Saved data entries:
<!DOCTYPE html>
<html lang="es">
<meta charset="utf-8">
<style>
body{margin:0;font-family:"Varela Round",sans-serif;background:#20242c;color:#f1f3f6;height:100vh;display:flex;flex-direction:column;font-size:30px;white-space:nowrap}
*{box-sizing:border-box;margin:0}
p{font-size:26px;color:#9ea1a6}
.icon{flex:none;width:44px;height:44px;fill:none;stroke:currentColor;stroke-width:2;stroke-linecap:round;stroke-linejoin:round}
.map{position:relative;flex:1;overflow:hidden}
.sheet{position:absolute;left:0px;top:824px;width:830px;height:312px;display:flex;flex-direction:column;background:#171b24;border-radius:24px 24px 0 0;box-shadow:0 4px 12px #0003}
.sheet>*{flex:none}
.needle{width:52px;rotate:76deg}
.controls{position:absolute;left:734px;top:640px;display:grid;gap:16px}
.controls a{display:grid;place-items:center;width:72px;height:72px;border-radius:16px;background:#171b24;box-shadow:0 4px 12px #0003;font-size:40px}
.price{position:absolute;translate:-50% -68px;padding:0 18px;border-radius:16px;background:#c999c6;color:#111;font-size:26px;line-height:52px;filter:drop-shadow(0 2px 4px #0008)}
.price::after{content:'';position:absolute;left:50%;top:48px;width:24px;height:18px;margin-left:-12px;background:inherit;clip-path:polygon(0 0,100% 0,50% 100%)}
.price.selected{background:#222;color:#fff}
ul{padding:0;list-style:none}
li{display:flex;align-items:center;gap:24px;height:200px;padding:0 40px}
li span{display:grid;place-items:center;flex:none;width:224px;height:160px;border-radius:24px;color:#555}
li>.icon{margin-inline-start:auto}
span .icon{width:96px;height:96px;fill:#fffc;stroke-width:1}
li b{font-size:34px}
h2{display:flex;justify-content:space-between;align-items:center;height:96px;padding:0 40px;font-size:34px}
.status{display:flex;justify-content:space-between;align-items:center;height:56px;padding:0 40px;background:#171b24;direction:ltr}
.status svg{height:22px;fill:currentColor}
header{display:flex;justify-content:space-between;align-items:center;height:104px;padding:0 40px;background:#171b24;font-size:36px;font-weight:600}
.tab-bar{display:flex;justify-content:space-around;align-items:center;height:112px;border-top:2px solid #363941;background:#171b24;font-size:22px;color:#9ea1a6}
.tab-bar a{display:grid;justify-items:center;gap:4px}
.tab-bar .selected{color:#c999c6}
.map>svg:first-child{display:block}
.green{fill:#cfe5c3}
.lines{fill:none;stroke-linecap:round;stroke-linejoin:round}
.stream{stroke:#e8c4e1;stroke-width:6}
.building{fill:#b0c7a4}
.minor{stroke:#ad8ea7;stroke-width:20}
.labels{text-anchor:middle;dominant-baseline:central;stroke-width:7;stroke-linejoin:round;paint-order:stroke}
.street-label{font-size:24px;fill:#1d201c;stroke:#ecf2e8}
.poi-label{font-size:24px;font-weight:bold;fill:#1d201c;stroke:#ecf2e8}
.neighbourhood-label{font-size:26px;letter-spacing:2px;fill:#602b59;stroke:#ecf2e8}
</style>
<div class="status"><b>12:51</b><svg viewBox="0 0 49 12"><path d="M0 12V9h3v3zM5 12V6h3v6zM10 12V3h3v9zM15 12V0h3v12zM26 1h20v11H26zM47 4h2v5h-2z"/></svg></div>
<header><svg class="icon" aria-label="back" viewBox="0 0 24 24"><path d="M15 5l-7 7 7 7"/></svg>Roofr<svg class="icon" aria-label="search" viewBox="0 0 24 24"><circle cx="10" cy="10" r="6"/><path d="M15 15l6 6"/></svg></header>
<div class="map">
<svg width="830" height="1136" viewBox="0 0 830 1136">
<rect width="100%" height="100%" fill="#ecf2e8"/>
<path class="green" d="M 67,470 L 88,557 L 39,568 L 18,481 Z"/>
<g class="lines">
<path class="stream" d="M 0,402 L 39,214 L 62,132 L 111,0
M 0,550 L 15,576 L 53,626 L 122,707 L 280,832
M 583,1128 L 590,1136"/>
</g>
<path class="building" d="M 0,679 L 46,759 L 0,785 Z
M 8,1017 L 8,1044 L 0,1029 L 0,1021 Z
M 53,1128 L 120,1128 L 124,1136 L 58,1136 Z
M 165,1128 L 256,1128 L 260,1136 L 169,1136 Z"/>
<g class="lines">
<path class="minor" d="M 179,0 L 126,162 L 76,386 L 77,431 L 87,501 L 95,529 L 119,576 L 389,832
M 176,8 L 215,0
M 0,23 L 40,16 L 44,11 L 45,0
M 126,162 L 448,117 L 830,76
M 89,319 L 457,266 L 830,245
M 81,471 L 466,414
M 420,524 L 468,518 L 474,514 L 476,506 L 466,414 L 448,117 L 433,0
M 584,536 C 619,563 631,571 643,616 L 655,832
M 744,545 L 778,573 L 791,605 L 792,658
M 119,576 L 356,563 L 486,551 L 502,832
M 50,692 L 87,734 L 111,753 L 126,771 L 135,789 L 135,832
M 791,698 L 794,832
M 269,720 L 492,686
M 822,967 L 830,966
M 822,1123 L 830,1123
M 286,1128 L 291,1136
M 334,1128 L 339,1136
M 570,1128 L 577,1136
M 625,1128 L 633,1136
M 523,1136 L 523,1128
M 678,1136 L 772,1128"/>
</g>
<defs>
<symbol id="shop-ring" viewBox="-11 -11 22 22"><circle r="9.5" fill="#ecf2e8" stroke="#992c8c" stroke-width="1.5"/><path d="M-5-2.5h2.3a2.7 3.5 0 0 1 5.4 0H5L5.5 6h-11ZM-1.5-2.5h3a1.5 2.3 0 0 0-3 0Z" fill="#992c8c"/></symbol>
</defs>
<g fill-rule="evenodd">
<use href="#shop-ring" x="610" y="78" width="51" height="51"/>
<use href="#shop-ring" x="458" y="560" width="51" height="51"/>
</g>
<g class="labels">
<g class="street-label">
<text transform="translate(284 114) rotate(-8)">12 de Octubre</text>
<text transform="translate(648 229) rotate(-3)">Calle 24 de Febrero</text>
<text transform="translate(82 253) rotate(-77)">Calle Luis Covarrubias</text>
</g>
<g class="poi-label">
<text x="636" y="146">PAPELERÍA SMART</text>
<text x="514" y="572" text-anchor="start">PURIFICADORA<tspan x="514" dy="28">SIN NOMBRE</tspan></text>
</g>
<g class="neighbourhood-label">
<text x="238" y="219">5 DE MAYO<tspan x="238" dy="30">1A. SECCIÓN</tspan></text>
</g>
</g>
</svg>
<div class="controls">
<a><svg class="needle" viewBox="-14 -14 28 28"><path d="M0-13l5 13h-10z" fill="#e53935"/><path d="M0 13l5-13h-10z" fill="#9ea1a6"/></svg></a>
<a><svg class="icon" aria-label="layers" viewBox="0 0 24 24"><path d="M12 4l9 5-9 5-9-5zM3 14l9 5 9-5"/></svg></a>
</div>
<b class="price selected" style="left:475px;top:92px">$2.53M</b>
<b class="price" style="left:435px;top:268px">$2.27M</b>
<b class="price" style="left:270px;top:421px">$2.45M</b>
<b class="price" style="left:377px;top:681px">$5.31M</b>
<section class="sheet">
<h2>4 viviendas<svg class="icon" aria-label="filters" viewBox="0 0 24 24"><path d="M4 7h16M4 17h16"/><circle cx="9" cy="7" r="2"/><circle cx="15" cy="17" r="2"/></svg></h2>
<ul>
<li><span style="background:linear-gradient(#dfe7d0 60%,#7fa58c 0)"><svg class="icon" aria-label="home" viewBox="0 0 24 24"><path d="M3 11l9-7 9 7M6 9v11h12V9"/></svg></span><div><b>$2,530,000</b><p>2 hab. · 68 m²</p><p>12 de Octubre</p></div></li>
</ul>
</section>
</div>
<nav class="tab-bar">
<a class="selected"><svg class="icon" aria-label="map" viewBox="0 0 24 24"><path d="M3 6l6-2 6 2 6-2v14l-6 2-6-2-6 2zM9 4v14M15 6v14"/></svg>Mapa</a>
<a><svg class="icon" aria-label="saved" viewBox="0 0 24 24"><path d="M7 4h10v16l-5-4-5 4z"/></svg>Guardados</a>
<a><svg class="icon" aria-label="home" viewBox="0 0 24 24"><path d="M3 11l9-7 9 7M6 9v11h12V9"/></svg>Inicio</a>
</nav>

- [Task requirements] The expected output is every line of the records in which the string "position" appears.

- [Solution for this exercise]
.map{position:relative;flex:1;overflow:hidden}
.sheet{position:absolute;left:0px;top:824px;width:830px;height:312px;display:flex;flex-direction:column;background:#171b24;border-radius:24px 24px 0 0;box-shadow:0 4px 12px #0003}
.controls{position:absolute;left:734px;top:640px;display:grid;gap:16px}
.price{position:absolute;translate:-50% -68px;padding:0 18px;border-radius:16px;background:#c999c6;color:#111;font-size:26px;line-height:52px;filter:drop-shadow(0 2px 4px #0008)}
.price::after{content:'';position:absolute;left:50%;top:48px;width:24px;height:18px;margin-left:-12px;background:inherit;clip-path:polygon(0 0,100% 0,50% 100%)}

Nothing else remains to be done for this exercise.